Будь эти мысли неразумны, мальчика не преминули бы наставить на ум авторитетов хватало; все дело было в том, что — как впоследствии понял Генри Адамс — мысли эти были более чем разумны: они являлись логическим, необходимым, математическим выводом в неизменной последовательности человеческого опыта. Единственная мысль, воистину неразумная, не приходила ему в голову — мысль отправиться на Запад и расти вместе со страной. Не то чтобы он не годился для Запада, он годился, и куда больше, чем многие из тех, кто туда отправился. Главная причина заключалась в ином: Восток имел для него неоспоримые преимущества. Ринуться на Запад означало совершить ошибку. Запад вообще в неоплатном долгу у Бостона и Нью-Йорка.

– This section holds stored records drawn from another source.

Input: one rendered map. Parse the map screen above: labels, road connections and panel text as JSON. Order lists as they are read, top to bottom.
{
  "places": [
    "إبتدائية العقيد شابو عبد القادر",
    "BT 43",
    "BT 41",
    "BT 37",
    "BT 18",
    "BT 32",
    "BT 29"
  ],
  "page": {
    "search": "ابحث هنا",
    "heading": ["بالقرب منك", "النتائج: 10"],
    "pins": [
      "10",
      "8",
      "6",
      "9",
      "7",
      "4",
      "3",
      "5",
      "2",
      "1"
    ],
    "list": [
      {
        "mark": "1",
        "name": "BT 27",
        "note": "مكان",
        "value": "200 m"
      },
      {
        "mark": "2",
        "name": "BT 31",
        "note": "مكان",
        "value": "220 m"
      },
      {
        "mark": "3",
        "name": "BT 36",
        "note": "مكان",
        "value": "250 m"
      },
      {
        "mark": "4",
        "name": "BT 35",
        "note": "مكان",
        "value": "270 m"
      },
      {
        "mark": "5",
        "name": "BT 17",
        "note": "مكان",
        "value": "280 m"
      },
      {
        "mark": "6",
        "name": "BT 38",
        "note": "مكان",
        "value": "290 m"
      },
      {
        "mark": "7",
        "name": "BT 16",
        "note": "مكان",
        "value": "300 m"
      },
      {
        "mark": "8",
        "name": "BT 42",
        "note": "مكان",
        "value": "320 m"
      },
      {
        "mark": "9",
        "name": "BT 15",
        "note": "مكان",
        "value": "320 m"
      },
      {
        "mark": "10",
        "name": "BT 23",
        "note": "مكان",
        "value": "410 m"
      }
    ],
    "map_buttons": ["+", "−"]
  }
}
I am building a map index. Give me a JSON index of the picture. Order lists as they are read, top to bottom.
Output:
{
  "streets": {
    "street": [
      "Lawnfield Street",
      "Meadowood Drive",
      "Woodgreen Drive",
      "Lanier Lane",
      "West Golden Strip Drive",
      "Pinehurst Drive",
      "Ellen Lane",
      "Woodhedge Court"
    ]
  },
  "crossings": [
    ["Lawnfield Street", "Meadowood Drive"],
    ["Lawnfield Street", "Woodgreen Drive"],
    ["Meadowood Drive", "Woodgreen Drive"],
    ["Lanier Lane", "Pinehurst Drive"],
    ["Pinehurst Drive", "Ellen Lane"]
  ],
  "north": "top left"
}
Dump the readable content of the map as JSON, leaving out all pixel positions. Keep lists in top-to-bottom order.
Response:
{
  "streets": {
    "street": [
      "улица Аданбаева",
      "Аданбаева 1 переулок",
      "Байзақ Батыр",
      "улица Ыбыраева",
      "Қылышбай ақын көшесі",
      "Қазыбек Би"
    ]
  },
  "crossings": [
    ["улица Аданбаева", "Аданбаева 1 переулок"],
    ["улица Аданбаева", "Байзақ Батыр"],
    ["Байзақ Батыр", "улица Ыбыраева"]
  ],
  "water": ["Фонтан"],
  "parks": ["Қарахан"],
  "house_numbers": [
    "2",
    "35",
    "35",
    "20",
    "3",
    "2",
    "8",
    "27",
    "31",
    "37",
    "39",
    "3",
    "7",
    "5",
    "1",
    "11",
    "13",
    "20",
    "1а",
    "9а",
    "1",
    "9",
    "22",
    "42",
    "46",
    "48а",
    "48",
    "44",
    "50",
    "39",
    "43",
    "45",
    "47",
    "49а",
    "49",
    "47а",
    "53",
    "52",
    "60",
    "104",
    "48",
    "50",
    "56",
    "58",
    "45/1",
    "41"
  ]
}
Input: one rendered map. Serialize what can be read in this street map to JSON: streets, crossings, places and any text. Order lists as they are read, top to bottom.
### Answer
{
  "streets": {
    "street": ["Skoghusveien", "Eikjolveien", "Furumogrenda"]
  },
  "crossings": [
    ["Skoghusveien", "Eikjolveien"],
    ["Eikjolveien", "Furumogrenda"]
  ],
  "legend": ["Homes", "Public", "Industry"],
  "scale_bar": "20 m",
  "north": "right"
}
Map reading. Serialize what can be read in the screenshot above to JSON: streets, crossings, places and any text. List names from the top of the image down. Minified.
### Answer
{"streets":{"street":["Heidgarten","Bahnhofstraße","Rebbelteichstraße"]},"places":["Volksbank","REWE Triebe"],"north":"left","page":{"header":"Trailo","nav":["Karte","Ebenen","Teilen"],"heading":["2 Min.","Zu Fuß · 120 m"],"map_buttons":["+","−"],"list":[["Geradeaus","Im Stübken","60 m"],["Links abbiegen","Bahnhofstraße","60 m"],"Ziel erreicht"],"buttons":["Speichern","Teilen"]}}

Ведь их жителям не было ни малейшей надобности искать счастья на Западе. Если когда-либо в истории человечества люди могли рассчитывать на обеспеченное существование до конца своих дней, то впервые такая возможность появилась в 1850 году у населения больших восточных портов, после того как их связала сеть железных дорог. Запад же ни политическому деятелю, ни бизнесмену, ни лицам свободных профессий никаких определенных преимуществ не давал, зато неопределенность сулил полнейшую.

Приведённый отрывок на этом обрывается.